[Saved data entries]
============

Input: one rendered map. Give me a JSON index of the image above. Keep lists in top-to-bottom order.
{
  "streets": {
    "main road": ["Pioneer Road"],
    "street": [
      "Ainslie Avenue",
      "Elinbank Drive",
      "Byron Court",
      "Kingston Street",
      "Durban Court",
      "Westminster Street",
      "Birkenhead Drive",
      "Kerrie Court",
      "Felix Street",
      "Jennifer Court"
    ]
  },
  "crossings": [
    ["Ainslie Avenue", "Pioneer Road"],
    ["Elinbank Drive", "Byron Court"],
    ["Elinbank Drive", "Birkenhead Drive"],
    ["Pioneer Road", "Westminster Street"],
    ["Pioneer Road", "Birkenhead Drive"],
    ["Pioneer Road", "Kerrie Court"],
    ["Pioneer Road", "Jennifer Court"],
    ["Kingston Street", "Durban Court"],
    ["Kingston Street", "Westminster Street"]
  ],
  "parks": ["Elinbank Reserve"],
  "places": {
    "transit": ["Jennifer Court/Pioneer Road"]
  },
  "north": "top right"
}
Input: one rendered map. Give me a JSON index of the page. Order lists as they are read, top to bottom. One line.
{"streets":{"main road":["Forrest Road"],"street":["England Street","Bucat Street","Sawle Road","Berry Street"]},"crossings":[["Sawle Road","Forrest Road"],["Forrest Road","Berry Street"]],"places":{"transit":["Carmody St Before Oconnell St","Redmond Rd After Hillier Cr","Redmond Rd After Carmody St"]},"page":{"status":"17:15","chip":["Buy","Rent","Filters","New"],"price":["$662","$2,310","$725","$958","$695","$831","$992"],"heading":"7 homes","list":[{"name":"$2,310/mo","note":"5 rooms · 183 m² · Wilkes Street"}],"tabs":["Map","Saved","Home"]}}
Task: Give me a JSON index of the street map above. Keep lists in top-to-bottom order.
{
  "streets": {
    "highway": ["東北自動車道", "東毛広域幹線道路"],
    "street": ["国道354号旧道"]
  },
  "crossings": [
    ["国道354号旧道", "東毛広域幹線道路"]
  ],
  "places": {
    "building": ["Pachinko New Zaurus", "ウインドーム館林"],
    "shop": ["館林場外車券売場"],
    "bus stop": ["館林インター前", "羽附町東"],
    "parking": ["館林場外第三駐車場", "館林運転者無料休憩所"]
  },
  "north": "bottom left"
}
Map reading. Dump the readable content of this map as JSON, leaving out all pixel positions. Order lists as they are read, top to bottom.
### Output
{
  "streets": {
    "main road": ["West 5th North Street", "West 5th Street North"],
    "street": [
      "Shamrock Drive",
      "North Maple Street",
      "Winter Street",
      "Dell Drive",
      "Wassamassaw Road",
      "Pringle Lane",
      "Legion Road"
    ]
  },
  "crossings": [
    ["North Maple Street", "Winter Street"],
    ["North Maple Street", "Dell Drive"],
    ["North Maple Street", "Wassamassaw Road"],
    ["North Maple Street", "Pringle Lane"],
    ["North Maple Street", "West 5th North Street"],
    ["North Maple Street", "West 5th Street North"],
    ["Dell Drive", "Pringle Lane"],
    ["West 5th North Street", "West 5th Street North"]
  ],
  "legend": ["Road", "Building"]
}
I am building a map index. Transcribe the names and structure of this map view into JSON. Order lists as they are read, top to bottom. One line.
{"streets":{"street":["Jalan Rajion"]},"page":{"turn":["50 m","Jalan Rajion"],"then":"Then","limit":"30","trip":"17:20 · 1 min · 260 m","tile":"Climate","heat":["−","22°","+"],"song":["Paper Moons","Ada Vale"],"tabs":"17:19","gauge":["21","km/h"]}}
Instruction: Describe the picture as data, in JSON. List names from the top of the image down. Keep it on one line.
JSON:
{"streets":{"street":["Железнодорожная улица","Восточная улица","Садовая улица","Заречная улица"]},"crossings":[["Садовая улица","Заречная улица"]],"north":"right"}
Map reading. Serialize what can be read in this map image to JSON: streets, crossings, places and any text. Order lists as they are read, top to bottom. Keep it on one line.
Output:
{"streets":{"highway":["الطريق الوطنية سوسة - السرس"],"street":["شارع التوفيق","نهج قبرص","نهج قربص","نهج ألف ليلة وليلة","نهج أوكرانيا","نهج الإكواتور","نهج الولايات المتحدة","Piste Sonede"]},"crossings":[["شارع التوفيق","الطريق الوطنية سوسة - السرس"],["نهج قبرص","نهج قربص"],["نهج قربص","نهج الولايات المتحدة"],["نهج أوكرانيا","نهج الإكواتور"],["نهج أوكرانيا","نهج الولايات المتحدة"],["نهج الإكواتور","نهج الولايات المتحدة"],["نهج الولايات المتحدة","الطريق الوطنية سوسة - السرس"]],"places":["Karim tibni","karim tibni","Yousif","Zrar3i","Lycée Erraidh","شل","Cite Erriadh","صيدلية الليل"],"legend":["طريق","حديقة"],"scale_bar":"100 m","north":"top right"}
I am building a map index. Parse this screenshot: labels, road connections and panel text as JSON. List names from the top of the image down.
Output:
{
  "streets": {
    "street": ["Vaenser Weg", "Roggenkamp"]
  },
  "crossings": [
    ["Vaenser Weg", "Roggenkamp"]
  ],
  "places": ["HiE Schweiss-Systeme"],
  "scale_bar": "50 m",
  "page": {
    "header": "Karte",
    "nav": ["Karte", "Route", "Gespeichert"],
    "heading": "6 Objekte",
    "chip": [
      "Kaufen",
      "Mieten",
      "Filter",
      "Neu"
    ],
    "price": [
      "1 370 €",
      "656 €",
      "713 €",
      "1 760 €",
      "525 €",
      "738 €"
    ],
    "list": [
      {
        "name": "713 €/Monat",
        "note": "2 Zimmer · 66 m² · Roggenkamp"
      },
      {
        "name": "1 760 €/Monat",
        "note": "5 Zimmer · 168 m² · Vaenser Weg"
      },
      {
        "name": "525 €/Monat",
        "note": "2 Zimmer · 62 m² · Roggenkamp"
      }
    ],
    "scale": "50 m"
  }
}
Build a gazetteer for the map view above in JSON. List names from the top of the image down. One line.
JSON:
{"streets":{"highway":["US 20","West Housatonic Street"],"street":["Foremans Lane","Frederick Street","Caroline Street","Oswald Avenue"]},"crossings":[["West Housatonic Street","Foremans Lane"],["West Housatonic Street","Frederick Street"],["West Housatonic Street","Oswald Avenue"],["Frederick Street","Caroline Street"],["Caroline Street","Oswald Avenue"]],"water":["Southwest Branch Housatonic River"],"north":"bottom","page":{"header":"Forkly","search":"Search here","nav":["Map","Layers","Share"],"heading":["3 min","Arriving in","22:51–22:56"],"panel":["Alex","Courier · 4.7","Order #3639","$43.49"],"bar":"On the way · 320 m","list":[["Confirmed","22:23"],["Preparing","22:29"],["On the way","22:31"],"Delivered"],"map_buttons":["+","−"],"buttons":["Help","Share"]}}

============

_Exercise goal_. Tell me how many lines of the data hold the word "reading", giving only the number.

_Task output_. 2